The market is holding together at high retracement levels for the S&P. Yields reflect a stable d...
Can Europe Be Saved
05/14/2010 8:13 am EST
Edward Yardeni, President of Yardeni Research, discusses why he is not expecting inflation to be an imminent problem in the US.
MoneyShow.com: Everyone seems to be worried about inflation, yet nobody seems to be able to find any signs of it. Why do you think that is?
Ed Yardeni: Well, you can find lots of inflation if you leave the country. They have a lot of inflation in India.
But China is still pretty close to zero. It is around 2%, 3%, which is higher than what they had about a year or two ago, but that was when their global economy was extremely depressed.

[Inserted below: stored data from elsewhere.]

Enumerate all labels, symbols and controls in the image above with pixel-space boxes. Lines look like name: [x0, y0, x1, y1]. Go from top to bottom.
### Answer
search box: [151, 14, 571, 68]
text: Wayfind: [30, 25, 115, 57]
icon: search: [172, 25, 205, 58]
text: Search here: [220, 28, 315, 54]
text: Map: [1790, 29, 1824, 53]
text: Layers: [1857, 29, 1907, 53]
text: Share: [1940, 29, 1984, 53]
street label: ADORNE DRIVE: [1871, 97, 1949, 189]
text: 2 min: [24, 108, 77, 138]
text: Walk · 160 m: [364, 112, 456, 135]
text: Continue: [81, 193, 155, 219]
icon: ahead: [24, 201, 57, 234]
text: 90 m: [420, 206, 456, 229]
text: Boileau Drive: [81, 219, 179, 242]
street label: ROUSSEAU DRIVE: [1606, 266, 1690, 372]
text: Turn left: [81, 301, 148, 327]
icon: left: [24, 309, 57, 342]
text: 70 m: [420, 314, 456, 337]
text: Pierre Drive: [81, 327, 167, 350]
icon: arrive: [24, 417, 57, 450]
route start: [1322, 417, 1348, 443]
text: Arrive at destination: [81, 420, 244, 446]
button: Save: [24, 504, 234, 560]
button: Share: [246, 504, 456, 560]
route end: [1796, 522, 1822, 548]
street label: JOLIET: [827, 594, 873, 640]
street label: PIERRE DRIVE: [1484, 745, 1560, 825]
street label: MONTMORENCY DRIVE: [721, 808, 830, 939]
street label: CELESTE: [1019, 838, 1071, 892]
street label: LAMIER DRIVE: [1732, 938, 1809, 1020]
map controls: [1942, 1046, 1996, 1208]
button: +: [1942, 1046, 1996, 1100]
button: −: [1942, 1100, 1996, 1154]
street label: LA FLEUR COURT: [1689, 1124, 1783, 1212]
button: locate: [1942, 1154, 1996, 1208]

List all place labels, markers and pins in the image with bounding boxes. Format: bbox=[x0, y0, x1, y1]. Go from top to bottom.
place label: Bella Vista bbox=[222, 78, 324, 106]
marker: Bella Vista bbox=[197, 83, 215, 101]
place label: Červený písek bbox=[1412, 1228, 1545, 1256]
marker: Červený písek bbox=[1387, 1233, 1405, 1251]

Here in the United States, the inflation rate is about 1.5%, excluding food and energy. Put in food and energy, you get something more like 2%. But you are right, there is not a lot of inflation, and that is largely because in the United States inflation is driven by labor costs, and labor inflation remains very, very low. Wage inflation is low. But what is really keeping inflation down is productivity.
Labor cost is not just wages; it is wages offset by productivity, and the amazing thing is that even though we do not have a lot of wage inflation, wages are actually rising faster than prices, so real incomes, believe it or not, are doing pretty well.
Q: But because unemployment is so high, the people who are employed do not have a lot of bargaining power to get big raises.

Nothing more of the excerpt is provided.